Как снег на голову – внук! Поступил в академию, и стал проживать у дедов. С молодым котом внук молодой язык нашли сообща и мгновенно! Не дом, а бедлам: носятся, прыгают, в прятки играют.
А у старухи вроде как и морщинки прошли, целый день суетится на кухне, готовит, старается. Даже книгу заставила снять с антресолей о вкусной и здоровой пище.
Впрочем, внук прожил у стариков месяц или немного больше, да отпросился пожить в институтской общаге. Весело там, а для стариков версия, что учебников маловато, и учат они сообща, казалась правдоподобной. Ведь именно так учились они по одной книге на курс или группу.
Невестка по телефону поворчала, покапризничала, да ничего, обошлось. Внук заскочит раза два в месяц: пожрать, как он говорил, или перехватить у старика пару сотен на жизнь. Ничего, пенсия позволяла, да и что старику деньги солить? В радость себе совал внуку деньги, и больше, чем сотня. И оба, довольные жизнью донельзя, расставались в прихожей. Внук, обкормленный бабкой и снабжённый дедом деньгами, мчался в общагу, старик плёлся на кухню, где кот, довольно урча, объедался печёнкой.
Кот вырос громадным ярко-желтым сокровищем. Глаза его давно порыжели, но так и остались громадны, и зеленились в ночной темноте, что фары автомобиля. Он уже не лазал по шторам, не пачкал ковры, а стал пропадать, заставляя старуху скучать и мотаться по комнатам дня два или три в отчаянно нервном напряжении. Старик утешал: «да что ему будет? Подерётся, понапроказничает и придёт». Кот приходил, вернее, впрыгивал через окошко на кухне, и мчался к кормёжке, на ходу орал благим матом, дескать, бабка, корми! А та уж бежит, на ходу одевая халат, несется на кухню кормить сыночка страсть как любимой котом печёнкой. Нажрётся и ляжет у нее на коленях, сытно урча. И бабка со счастливым лицом гладит кота и смотрит на улицу, где ласковый дождь дребезжит подоконником.
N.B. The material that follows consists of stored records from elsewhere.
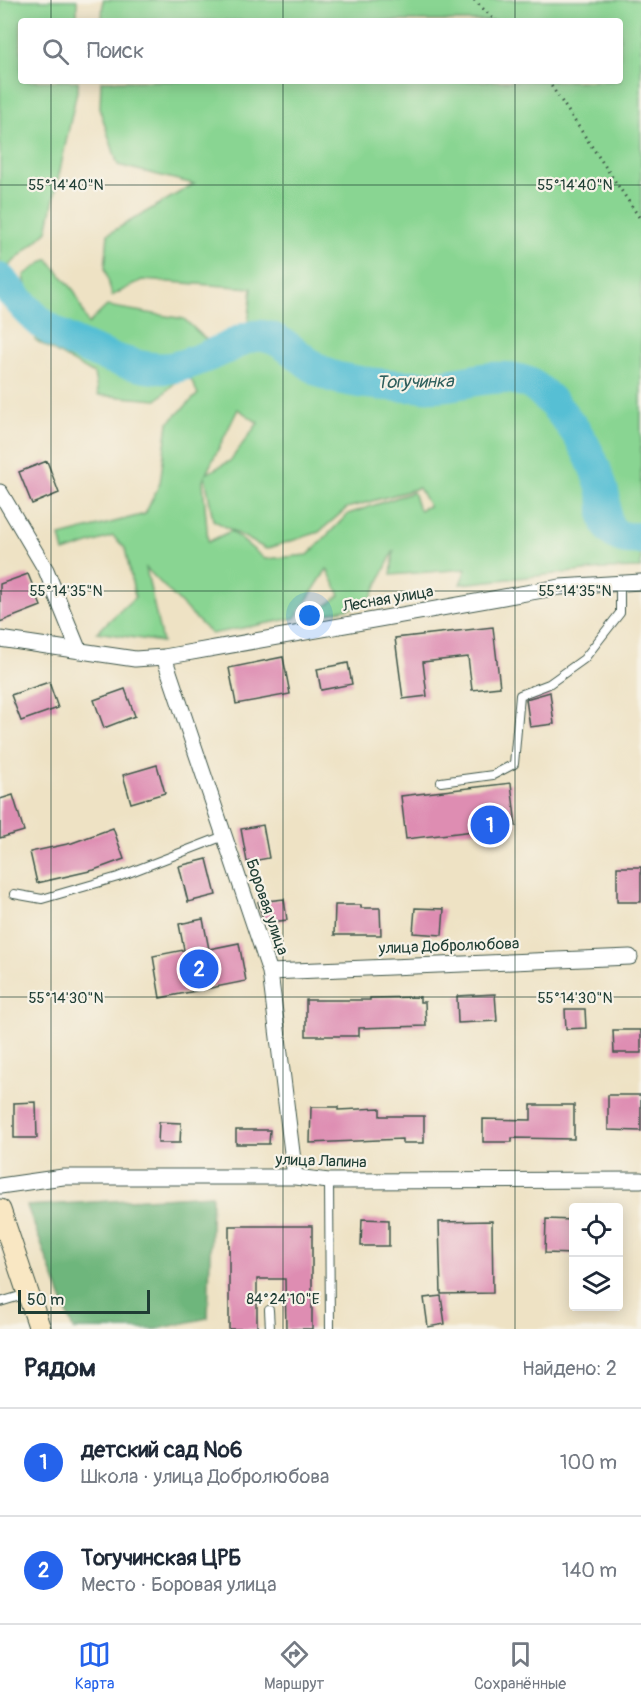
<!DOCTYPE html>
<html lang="ru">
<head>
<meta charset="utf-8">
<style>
  body { margin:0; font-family:Pangolin,sans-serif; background:#f6f6f7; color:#1f2937 }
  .controls { position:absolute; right:18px; bottom:18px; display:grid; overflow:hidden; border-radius:6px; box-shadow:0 3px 15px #0003 }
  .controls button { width:54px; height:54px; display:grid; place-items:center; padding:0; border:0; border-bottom:2px solid #e0e1e3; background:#fff; color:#1f2937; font:30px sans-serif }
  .scale { position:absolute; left:18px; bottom:15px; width:132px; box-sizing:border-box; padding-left:6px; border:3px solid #1f3d34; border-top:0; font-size:16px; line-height:21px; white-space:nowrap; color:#1f3d34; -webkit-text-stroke:4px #f7f3e8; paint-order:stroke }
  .you { position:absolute; left:310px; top:616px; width:21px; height:21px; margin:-15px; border:4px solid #fff; border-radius:50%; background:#1a73e8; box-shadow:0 0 0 9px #1a73e833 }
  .badge { display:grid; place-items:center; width:39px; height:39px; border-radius:50%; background:#2563eb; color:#fff; font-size:20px; font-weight:700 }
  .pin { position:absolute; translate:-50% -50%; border:3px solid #fff; box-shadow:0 2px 6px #0006 }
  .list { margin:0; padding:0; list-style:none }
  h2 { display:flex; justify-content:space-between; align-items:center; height:78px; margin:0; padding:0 24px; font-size:26px }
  h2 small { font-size:20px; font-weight:400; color:#747a83 }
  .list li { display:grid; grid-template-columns:39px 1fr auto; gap:18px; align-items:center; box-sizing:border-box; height:108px; padding:0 24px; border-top:2px solid #e0e1e3 }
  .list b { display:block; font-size:22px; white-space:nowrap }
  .list p { margin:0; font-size:20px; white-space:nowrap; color:#747a83 }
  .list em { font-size:20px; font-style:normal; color:#747a83 }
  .icon { flex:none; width:33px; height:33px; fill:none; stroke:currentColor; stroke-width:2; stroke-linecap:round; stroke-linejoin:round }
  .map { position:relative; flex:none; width:641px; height:1329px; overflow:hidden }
  .search { position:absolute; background:#fff; box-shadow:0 3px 15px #0003; left:18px; right:18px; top:18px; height:66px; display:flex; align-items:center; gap:15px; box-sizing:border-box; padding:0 21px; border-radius:6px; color:#747a83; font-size:22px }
  .sheet { height:294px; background:#fff }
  nav { display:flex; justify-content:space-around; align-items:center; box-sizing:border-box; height:84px; border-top:2px solid #e0e1e3; background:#fff; font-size:16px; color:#747a83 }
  nav a { display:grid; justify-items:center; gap:3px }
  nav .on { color:#2563eb }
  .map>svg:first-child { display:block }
  .green { fill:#89d592; stroke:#548963; stroke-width:1.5; fill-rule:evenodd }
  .forest { fill:#6eb67c; stroke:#467a58; stroke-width:1.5 }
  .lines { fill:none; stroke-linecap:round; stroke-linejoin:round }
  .river { stroke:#57bfd4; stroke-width:32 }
  .building { fill:#de8db2 }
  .lane-casing { stroke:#3e564a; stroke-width:10 }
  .street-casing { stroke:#3e564a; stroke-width:17 }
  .secondary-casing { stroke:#3e564a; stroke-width:23 }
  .path { stroke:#3e564a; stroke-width:3; stroke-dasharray:1.5 4.5; stroke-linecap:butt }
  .lane { stroke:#fff; stroke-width:8 }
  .street { stroke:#fff; stroke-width:15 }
  .secondary { stroke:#f9e7c3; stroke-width:21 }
  .ticks { fill:none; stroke:#1f3d34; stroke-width:1.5; stroke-opacity:0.45 }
  .labels { text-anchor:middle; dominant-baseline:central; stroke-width:4.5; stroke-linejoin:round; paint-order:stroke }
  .street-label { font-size:16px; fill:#1f3d34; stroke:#f7f3e8 }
  .water-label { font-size:18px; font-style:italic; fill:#2d5e5c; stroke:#f7f3e8 }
  .ticks-label { font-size:15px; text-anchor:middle; fill:#1f3d34; stroke:#f7f3e8; stroke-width:4.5; stroke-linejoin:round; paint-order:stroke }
</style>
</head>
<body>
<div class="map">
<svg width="641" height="1329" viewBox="0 0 641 1329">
  <rect width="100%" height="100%" fill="#f7f3e8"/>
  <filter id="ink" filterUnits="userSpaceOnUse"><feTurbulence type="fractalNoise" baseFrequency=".0167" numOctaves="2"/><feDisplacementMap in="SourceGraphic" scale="12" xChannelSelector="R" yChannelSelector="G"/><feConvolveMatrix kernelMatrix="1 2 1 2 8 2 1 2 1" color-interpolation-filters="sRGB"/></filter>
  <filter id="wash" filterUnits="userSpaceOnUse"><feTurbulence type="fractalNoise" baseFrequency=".008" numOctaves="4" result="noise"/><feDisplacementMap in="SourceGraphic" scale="24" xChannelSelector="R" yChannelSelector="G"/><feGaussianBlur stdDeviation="1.35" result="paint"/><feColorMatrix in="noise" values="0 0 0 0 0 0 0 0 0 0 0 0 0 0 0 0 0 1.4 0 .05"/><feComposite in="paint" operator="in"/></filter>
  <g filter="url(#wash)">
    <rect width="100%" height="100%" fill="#eee2c4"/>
    <!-- green -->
    <path class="green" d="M0,0H77V21H21V81H78V86L47,231L0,274Z
      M103,0H641V568L603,569L460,584L466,569L391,575L394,550L368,604L311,617L340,595L327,569L295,618L211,634L146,568L162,642L97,632L135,597L125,548L113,536L64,552L60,536L145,514L160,483L168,423L198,394L187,371L157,400L98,395L94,374L35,340L24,275L48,259L75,292L88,324L107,306L184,319L211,344L248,325L252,288L142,280L112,296L105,268L108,234L194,184L118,165L100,110L101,81H620V21H102ZM238,409L258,423L230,461L206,474ZM205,476L213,520L266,549L319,532L347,508L419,488L429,506L419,510L413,492L348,514L308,555L265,559L231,531L208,542L203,481Z"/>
    <!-- forest -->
    <path class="forest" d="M212,1195L208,1318L157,1329H73L27,1206Z"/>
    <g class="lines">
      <!-- river -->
      <path class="river" d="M0,279C14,294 28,313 44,325C72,345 141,375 175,367C190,364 208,356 222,350C233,346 243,337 255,336C287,333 305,371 338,378C370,385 404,387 437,386C467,384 496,371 526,382C545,389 574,427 584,445C592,460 600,479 604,496C606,506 603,518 609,527C616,539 629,539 641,538"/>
    </g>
    <g id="blocks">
      <!-- building -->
      <path class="building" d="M47,461L59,493L32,504L19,472Z
        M28,574L41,606L0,622V584Z
        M493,627L500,687L472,690L468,657L423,662L427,696L403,699L395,638Z
        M283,657L290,694L236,704L229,668Z
        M348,663L352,684L321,690L317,669Z
        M49,682L58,708L21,721L11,695Z
        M125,689L135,716L104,728L94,700Z
        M550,692L554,724L530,727L526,699Z
        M157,765L165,793L131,803L123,775Z
        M511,783L516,826L406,839L401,796Z
        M13,795L24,831L0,838V799Z
        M263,825L269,858L247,862L241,829Z
        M113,828L124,859L94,870L37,883L30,852L72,843Z
        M207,859L216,895L188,902L179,866Z
        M617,867H641V902H617Z
        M284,899L287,920L264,923L258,902Z
        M335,905H361V908H380L381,935H334Z
        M415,908L444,909L442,935L413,933Z
        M203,919L209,949L239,943L246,981L160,998L153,956L184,950L179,924Z
        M495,994L497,1021L458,1023L457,996Z
        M420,997V1002H425L426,1026L359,1028V1036H306V1000H370V998Z
        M565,1009H585L586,1028L566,1029Z
        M613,1030H641V1053H614Z
        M608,1095H641V1131L608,1130Z
        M36,1102L37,1138H14V1103Z
        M531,1105H574V1139L512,1138V1142H483V1119L531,1120Z
        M311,1107H338V1110L380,1108V1116H424V1143H402V1139L310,1143Z
        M159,1122L181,1123L180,1143H158Z
        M236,1130H270L269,1144H236Z
        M362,1219L389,1220V1246H361Z
        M546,1219L573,1220V1254L545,1253Z
        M492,1221L493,1293L441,1294L439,1222Z
        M229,1226H312V1329H286L285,1279H257V1329H229Z
        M441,1296L445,1324L428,1327L424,1298Z"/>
    </g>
  </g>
  <g filter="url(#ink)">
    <use href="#blocks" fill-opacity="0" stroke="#3e564a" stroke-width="1.5"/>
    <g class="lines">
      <!-- lane casing -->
      <g class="lane-casing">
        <path id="lane" d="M441,782L493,775L514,764L520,695L549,684L584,659L620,613V583
          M14,894L42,899L118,877L224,836
          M329,1181L330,1329
          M0,1302L27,1294
          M269,1310L270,1329"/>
      </g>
      <!-- street casing -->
      <g class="street-casing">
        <path id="street" d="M0,492L46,570L79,651
          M0,639L135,659L164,657L560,587L641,582
          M164,657L270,972L295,1177
          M270,972L630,957
          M0,1186L63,1177H295L329,1181L641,1180"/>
      </g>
      <!-- secondary casing -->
      <g class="secondary-casing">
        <path id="secondary" d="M0,1210L40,1329"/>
      </g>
      <!-- path -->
      <path class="path" d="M474,0L496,21
        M548,81L641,220"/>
      <!-- lane -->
      <use href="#lane" class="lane"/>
      <!-- street -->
      <use href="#street" class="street"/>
      <!-- secondary -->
      <use href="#secondary" class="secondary"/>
    </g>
  </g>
  <!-- ticks -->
  <path class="ticks" d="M51,0V21M283,0V21M515,0V21M51,81V1329M283,81V1329M515,81V1329M0,185H641M0,591H641M0,997H641"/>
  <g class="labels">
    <!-- street labels -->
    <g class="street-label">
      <text transform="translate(388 599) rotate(-10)">Лесная улица</text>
      <text transform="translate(267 907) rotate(71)">Боровая улица</text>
      <text transform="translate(449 946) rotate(-2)">улица Добролюбова</text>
      <text transform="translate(321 1161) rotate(2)">улица Лапина</text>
    </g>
    <!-- water labels -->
    <g class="water-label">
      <text transform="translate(415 382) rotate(-1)">Тогучинка</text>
    </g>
  </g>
  <g class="ticks-label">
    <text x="66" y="190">55°14'40"N</text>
    <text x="575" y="190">55°14'40"N</text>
    <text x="66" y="596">55°14'35"N</text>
    <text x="575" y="596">55°14'35"N</text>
    <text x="66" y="1003">55°14'30"N</text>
    <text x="575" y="1003">55°14'30"N</text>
    <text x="283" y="1304">84°24'10"E</text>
  </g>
</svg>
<div class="controls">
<button><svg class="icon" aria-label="locate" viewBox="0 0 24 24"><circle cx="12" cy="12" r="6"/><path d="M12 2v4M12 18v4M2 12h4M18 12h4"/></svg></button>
<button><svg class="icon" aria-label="layers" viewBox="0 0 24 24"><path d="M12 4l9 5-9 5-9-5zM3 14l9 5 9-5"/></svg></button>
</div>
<div class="scale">50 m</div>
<div class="you"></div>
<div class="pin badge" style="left:490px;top:825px">1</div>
<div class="pin badge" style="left:199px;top:969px">2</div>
<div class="search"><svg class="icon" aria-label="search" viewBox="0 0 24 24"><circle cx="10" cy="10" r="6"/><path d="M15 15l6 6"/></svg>Поиск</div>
</div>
<section class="sheet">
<h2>Рядом<small>Найдено: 2</small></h2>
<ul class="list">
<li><span class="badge">1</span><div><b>детский сад №6</b><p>Школа · улица Добролюбова</p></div><em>100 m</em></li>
<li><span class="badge">2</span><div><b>Тогучинская ЦРБ</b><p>Место · Боровая улица</p></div><em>140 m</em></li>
</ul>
</section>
<nav>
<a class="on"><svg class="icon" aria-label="map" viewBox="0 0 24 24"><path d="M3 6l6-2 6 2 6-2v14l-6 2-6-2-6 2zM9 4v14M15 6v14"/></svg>Карта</a>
<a><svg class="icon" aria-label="directions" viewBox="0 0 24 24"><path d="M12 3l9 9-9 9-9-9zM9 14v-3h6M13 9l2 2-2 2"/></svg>Маршрут</a>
<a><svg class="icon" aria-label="saved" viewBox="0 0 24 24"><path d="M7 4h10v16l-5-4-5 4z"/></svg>Сохранённые</a>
</nav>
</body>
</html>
Давным давно и не нами подмечено, что счастье долгим ни у кого не бывает. Почему так, не знает никто, наверно, так положено, не нам осуждать деяния Высших.
Старики как раз наигрались на сей раз в домино, и старик, привычно кряхтя, позвал Лорда (так на людях он звал Ваше великолепие): пора домой, старуха уж заждалась.